Да и вид из широкого окна – во тьму, ни на что, как везде на верхних уровнях. На само пространство и немножко на время.
I
…И похоже, именно здесь я принимаю у Пеца настоящие дела. В глубинном плане: дела-мысли. Он мне говорил, что продолжил работу над своей теорией. «В октябре ахну докладище – закачаетесь». М-да… Здесь много дискет с текстами и формулами, надо вникать. Творческое наследие.
II
Теперь он мой, кабинет 2. Был «пецарий», стал «любарий». И компьютер мой. На нем, а не в тетрадке отныне поведу дневник.
Продолжение дневника на дискете:
350-й день Шара и 601.813.314 шторм-цикл миропроявления в МВ
День текущий: 18,5468 сентября,
или 19 сентября, 13 час 7 мин 23,73 сек в Катагани
На уровне К122: 19 + 66 сентября, 17 час 15 мин
I
Такая запись означает, что Малюта запустила координационную сеть времен и контроля. Засветились табло времен – и радуют глаз так же, как вспыхнувшие после перебоя с электричеством лампочки в домах.
НПВ-цивилизация продолжается. Оживаем.
II
В институте не так и много произошло за эти дни, не успело: верх пока почти вне игры.

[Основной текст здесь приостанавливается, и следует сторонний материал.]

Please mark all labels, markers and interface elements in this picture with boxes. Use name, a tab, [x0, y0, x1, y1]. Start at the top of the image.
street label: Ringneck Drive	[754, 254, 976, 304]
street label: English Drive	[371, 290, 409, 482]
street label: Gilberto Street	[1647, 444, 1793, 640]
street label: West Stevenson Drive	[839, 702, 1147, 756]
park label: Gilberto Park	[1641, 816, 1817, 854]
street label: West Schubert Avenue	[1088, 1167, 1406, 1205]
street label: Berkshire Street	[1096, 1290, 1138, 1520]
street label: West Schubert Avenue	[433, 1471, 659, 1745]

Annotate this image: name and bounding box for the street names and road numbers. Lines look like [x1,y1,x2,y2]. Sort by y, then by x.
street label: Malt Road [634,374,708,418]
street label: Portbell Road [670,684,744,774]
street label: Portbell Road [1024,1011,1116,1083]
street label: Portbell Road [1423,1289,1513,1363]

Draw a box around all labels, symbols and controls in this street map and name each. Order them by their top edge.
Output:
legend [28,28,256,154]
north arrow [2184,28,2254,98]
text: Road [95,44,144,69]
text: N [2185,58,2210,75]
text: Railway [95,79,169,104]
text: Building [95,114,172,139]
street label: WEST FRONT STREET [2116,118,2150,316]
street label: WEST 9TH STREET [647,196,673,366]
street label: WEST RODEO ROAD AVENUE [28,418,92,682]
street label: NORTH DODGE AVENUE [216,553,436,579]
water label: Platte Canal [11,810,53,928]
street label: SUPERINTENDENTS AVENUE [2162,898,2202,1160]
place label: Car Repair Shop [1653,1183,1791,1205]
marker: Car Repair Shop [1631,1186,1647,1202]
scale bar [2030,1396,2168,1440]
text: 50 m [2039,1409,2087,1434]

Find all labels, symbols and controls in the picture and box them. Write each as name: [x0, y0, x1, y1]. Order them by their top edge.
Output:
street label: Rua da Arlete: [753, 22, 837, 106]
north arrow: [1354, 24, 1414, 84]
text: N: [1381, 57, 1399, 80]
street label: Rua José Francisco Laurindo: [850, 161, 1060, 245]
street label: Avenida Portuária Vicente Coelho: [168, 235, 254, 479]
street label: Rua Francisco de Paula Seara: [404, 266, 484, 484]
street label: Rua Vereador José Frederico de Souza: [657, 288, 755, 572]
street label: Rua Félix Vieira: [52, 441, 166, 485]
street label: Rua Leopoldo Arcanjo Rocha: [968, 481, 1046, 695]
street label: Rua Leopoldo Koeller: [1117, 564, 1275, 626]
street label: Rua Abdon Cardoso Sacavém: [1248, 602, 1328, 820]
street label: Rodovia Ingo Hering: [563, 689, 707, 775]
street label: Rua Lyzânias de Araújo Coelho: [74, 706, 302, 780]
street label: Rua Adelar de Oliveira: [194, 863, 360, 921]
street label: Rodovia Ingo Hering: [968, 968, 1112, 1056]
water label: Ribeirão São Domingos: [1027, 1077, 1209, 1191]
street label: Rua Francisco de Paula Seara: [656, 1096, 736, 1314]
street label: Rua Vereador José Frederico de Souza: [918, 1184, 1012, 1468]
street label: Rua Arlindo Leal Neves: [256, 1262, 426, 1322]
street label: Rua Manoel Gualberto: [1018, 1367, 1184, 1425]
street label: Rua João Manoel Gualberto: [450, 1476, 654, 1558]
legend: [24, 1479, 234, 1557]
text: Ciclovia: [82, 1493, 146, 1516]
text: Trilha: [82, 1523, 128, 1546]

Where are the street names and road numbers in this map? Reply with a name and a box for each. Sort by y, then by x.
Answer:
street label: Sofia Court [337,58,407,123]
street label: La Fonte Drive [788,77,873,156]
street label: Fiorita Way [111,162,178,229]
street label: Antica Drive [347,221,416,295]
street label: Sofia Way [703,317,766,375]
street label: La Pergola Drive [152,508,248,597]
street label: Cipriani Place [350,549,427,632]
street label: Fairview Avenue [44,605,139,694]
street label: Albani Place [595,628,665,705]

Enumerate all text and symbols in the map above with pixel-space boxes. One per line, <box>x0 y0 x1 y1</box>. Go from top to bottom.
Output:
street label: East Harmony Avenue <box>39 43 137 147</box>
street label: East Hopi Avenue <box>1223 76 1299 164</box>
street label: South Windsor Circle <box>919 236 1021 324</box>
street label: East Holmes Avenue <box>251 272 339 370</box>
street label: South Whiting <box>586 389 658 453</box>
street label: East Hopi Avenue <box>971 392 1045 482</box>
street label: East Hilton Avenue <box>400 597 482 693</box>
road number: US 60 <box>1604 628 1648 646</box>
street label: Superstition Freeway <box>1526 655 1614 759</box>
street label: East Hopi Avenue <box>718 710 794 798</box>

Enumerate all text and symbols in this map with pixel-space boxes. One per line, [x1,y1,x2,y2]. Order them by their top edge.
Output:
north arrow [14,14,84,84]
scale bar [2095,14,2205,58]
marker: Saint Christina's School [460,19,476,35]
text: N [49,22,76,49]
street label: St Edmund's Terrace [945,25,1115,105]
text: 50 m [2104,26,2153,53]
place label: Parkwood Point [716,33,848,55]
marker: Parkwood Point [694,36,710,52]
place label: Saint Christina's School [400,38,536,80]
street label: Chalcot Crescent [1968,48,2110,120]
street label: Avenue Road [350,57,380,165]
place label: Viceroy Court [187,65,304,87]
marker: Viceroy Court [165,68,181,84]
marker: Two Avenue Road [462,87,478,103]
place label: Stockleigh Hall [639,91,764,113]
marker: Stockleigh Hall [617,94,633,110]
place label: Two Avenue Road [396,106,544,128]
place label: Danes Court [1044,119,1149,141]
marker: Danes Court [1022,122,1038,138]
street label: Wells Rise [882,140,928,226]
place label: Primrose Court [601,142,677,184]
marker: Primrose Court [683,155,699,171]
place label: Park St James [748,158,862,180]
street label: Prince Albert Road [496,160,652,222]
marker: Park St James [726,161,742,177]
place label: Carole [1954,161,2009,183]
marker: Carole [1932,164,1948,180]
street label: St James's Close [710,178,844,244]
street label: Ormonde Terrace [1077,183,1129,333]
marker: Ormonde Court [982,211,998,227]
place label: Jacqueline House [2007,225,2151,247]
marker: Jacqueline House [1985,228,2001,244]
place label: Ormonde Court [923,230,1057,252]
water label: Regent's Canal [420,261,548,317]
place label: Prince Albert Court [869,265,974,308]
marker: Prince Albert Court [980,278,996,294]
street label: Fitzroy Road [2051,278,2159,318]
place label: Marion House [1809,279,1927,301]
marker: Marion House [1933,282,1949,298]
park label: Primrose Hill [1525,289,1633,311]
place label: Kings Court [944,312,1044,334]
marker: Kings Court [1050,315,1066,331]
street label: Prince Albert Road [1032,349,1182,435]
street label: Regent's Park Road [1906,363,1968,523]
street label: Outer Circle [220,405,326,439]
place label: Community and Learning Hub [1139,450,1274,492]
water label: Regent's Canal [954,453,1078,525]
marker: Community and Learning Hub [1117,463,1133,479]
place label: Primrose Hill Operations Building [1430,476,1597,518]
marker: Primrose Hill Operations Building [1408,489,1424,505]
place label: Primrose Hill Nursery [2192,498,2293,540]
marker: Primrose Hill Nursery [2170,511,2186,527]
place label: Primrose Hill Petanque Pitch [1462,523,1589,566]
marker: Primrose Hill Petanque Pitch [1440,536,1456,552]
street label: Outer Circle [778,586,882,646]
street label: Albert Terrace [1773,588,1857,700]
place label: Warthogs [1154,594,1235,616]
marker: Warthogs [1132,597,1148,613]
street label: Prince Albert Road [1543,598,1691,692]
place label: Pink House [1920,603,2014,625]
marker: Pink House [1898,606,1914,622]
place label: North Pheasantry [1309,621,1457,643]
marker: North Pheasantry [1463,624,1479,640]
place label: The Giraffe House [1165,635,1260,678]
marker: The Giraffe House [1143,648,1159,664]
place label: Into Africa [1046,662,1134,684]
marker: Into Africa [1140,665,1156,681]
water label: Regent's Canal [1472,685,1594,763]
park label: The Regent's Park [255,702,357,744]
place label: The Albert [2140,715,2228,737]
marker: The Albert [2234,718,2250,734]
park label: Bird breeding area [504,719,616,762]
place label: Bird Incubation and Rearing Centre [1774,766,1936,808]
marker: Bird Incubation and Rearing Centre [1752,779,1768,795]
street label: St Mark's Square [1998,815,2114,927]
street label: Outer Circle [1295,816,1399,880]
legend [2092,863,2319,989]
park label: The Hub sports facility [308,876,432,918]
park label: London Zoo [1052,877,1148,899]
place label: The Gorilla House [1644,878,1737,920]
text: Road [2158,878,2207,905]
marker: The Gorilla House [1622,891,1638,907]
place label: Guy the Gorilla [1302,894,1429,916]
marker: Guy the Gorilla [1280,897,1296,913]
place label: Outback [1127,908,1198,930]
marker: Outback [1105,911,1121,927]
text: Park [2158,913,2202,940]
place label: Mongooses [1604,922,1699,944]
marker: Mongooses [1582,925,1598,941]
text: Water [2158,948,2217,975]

Но кое-что есть:
…чудесным образом расчистилась зона! Какие-то приспособления Миши Панкратова, я еще не разобрался, этим занимается Витя Буров… пардон, Виктор Федорович, главный инженер. (Он, если его не попросить, ничего не расскажет, мы и раньше не очень ладили.)
Главное, нашлось НПВ-решение проблемы. Свое. По Корневу. И не понадобится ваша техника, господин мэр. (Меня до сих пор жжет стыд за эту сцену: просили, унизились… мы, из более серьезного и мощного мира! Перед кем?.. И получили пинок в зад. И поделом. Впредь наука.)
Как бы то ни было, народ уже проникает в свои лаборатории и мастерские, начинает действовать, работать – в ускоренном времени и обширных пространствах. А коли так, то все наладится.
III
Зискинд рассказал о последних минутах и последних словах Пеца: «Любарск… он знает».
О чем, что? Я много чего знаю. Что он имел в виду?..
Что-то глубинное и очень важное, раз перед смертью вспомнил. Может, ответ здесь, в его дискетах?